Se guardiamo da vicino decisioni e risoluzioni del pontefice la mia impressione è di scorgere una sostanziale continuità con Benedetto XVI, in particolare penso ad alcune scelte concrete di fronte al problema dei divorziati risposati, oppure di fronte alla strutturazione degli organi centrali della Chiesa, o ancora nella gestione dei casi di abusi, nella gestione delle finanze, o nel ruolo dei laici. In questi aspetti vediamo una continuità sostanziale con i pontificati precedenti.

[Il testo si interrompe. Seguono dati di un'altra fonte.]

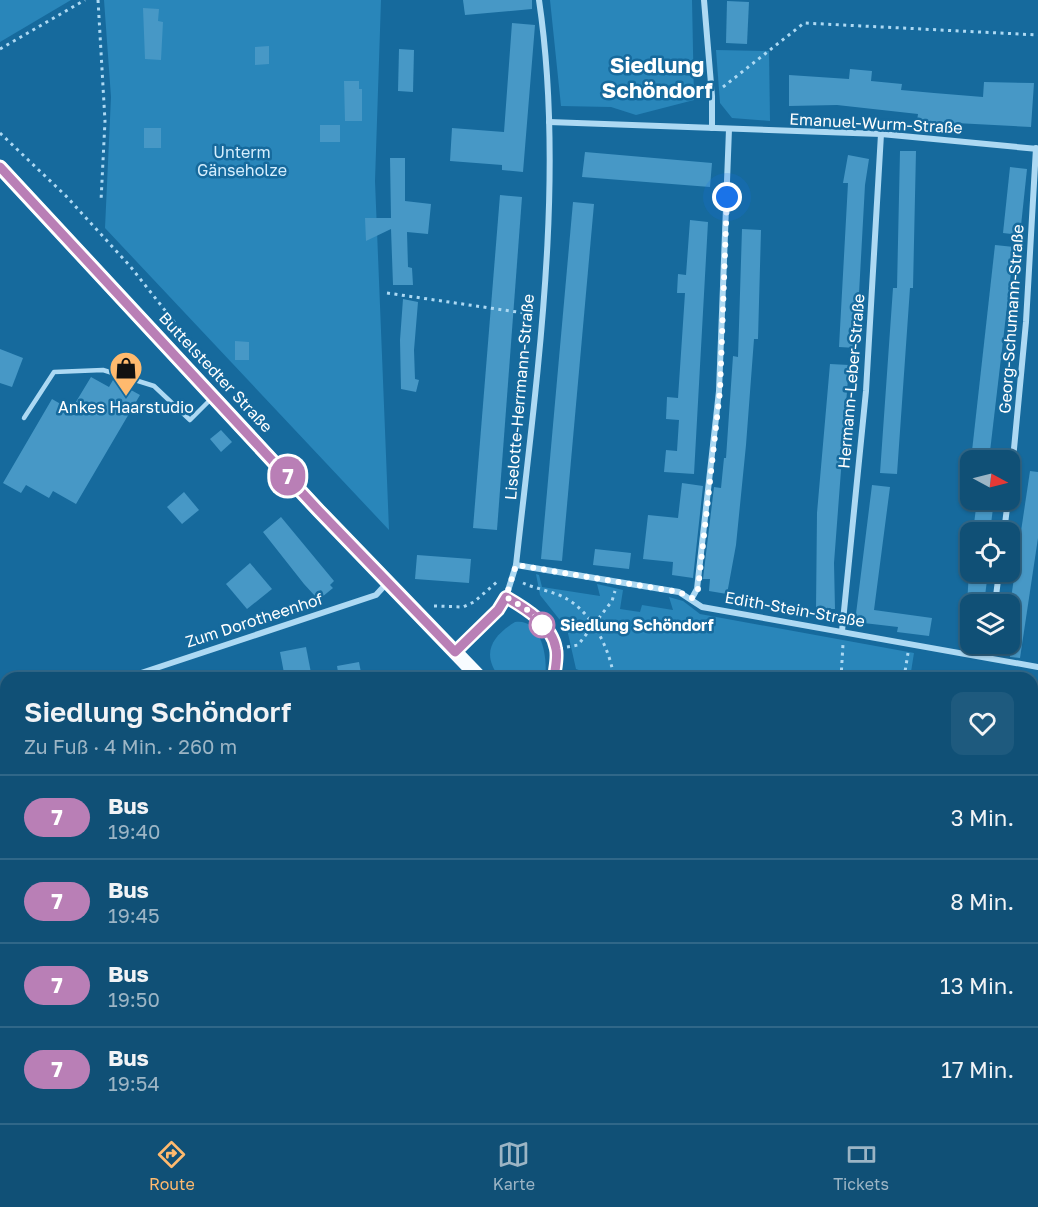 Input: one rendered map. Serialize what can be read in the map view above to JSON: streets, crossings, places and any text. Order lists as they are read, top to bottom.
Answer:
{
  "streets": {
    "main road": ["Buttelstedter Straße"],
    "street": [
      "Emanuel-Wurm-Straße",
      "Georg-Schumann-Straße",
      "Hermann-Leber-Straße",
      "Liselotte-Herrmann-Straße",
      "Edith-Stein-Straße",
      "Zum Dorotheenhof"
    ]
  },
  "crossings": [
    ["Emanuel-Wurm-Straße", "Georg-Schumann-Straße"],
    ["Emanuel-Wurm-Straße", "Hermann-Leber-Straße"],
    ["Emanuel-Wurm-Straße", "Liselotte-Herrmann-Straße"],
    ["Buttelstedter Straße", "Liselotte-Herrmann-Straße"],
    ["Buttelstedter Straße", "Zum Dorotheenhof"],
    ["Hermann-Leber-Straße", "Edith-Stein-Straße"],
    ["Liselotte-Herrmann-Straße", "Edith-Stein-Straße"]
  ],
  "districts": ["Siedlung Schöndorf"],
  "parks": ["Unterm Gänseholze"],
  "places": {
    "shop": ["Ankes Haarstudio"],
    "other": ["Siedlung Schöndorf"]
  },
  "lines": ["bus line 7"],
  "north": "right",
  "page": {
    "on_map": "7",
    "heading": ["Siedlung Schöndorf", "Zu Fuß · 4 Min. · 260 m"],
    "list": [
      {
        "mark": "7",
        "name": "Bus",
        "note": "19:40",
        "value": "3 Min."
      },
      {
        "mark": "7",
        "name": "Bus",
        "note": "19:45",
        "value": "8 Min."
      },
      {
        "mark": "7",
        "name": "Bus",
        "note": "19:50",
        "value": "13 Min."
      },
      {
        "mark": "7",
        "name": "Bus",
        "note": "19:54",
        "value": "17 Min."
      }
    ],
    "tabs": ["Route", "Karte", "Tickets"]
  }
} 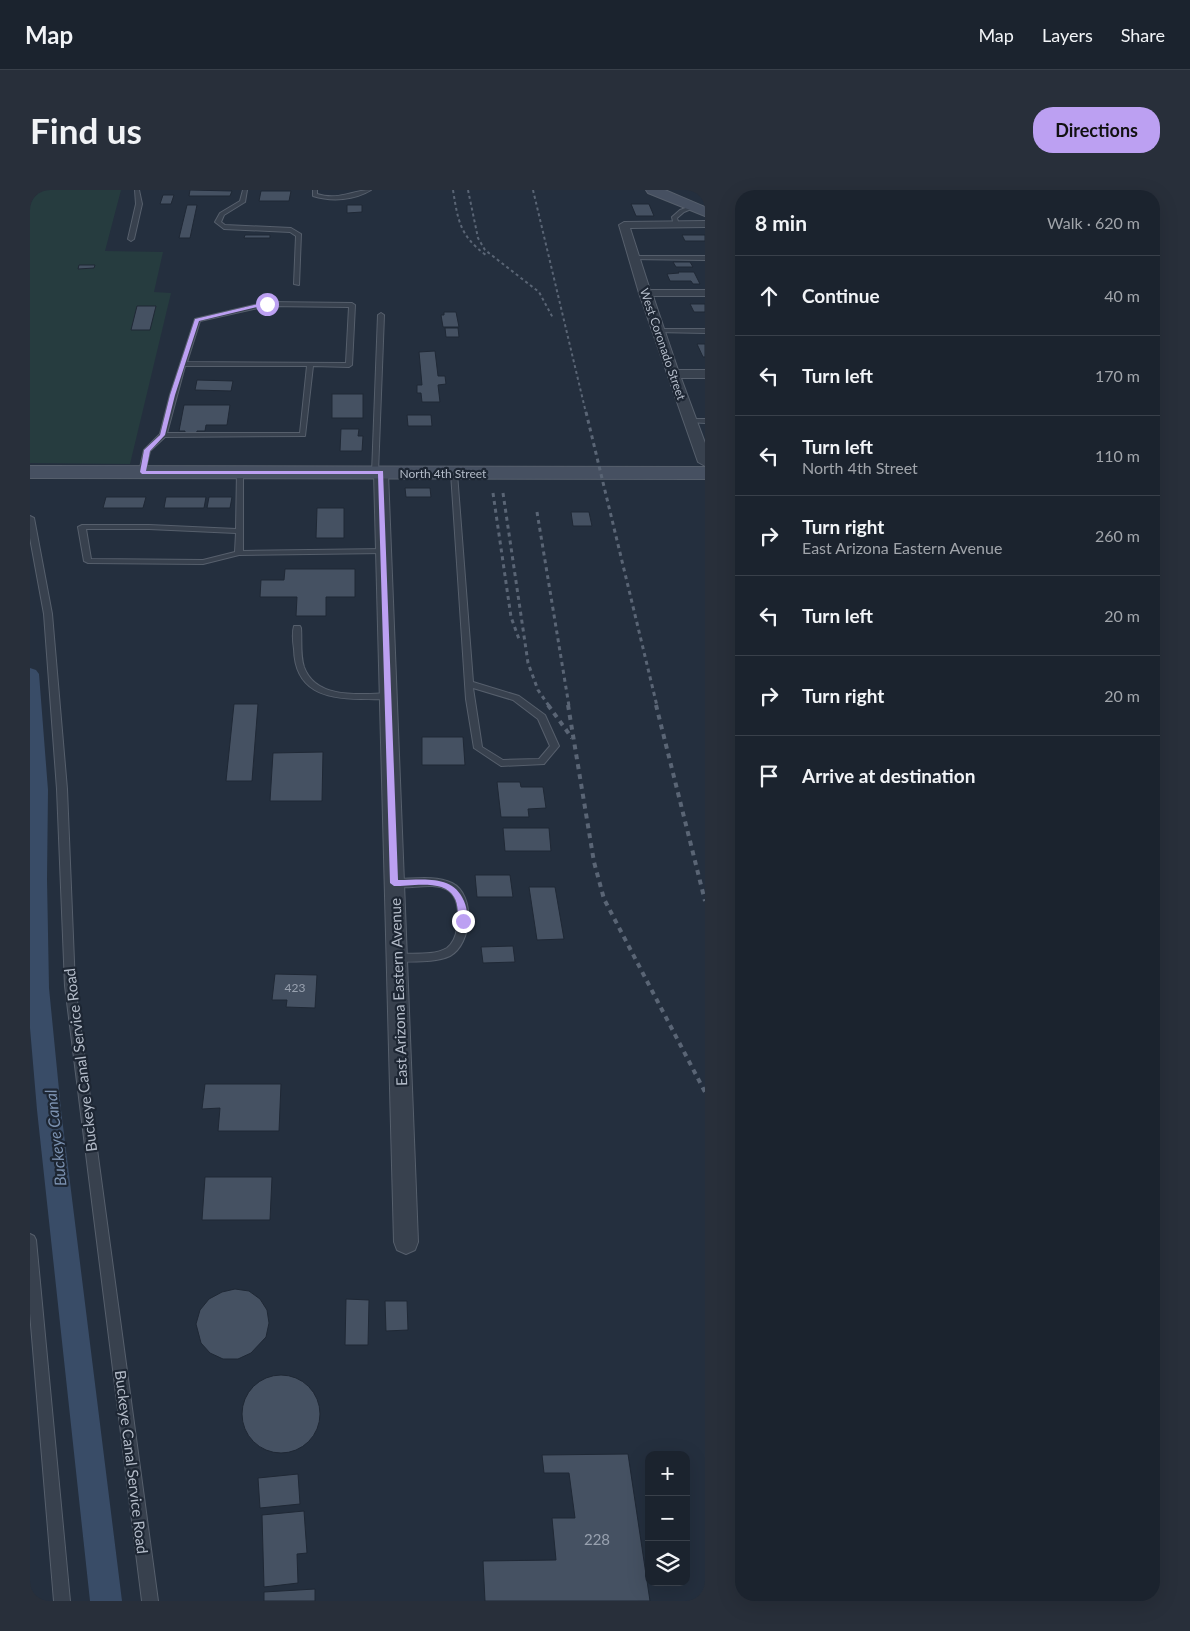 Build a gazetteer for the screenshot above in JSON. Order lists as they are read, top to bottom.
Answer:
{
  "streets": {
    "street": ["West Coronado Street", "North 4th Street", "East Arizona Eastern Avenue"],
    "lane": ["Buckeye Canal Service Road"]
  },
  "crossings": [
    ["North 4th Street", "East Arizona Eastern Avenue"]
  ],
  "water": ["Buckeye Canal"],
  "house_numbers": ["423", "228"],
  "page": {
    "header": "Map",
    "nav": ["Map", "Layers", "Share"],
    "buttons": "Directions",
    "title": "Find us",
    "heading": ["8 min", "Walk · 620 m"],
    "list": [
      ["Continue", "40 m"],
      ["Turn left", "170 m"],
      ["Turn left", "North 4th Street", "110 m"],
      ["Turn right", "East Arizona Eastern Avenue", "260 m"],
      ["Turn left", "20 m"],
      ["Turn right", "20 m"],
      "Arrive at destination"
    ],
    "map_buttons": ["+", "−"]
  }
}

Stili diversi, ma stessa strada…

Sì. Il tono diverso di Francesco si comprende meglio con una prospettiva teologica. Alla fine è come in un concerto, dove vi sono molti strumenti diversi ma accordati tra loro: la Chiesa e il papato sono un concerto che procede da duemila anni e, anche se prevale a volte questo o quel timbro, la musica è la stessa. Non dimentichiamo che il Papa che viene «dalla fine del mondo» ha una visione di Chiesa ampia e diversa da quella che nella vecchia Europa possiamo avere noi. Non si tratta di affrontare solo la perdita di religiosità o secolarizzazione nei nostri Paesi, poiché per Francesco il modello occidentale non è necessariamente identificato come un modello superiore agli altri.

Un’ultima domanda sulla guerra in corso. Il Papa continua a insistere sulla rinuncia al riarmo, dice che la soluzione non può essere quella, chiama a un dialogo e a una mediazione diplomatica. Perché questa insistenza?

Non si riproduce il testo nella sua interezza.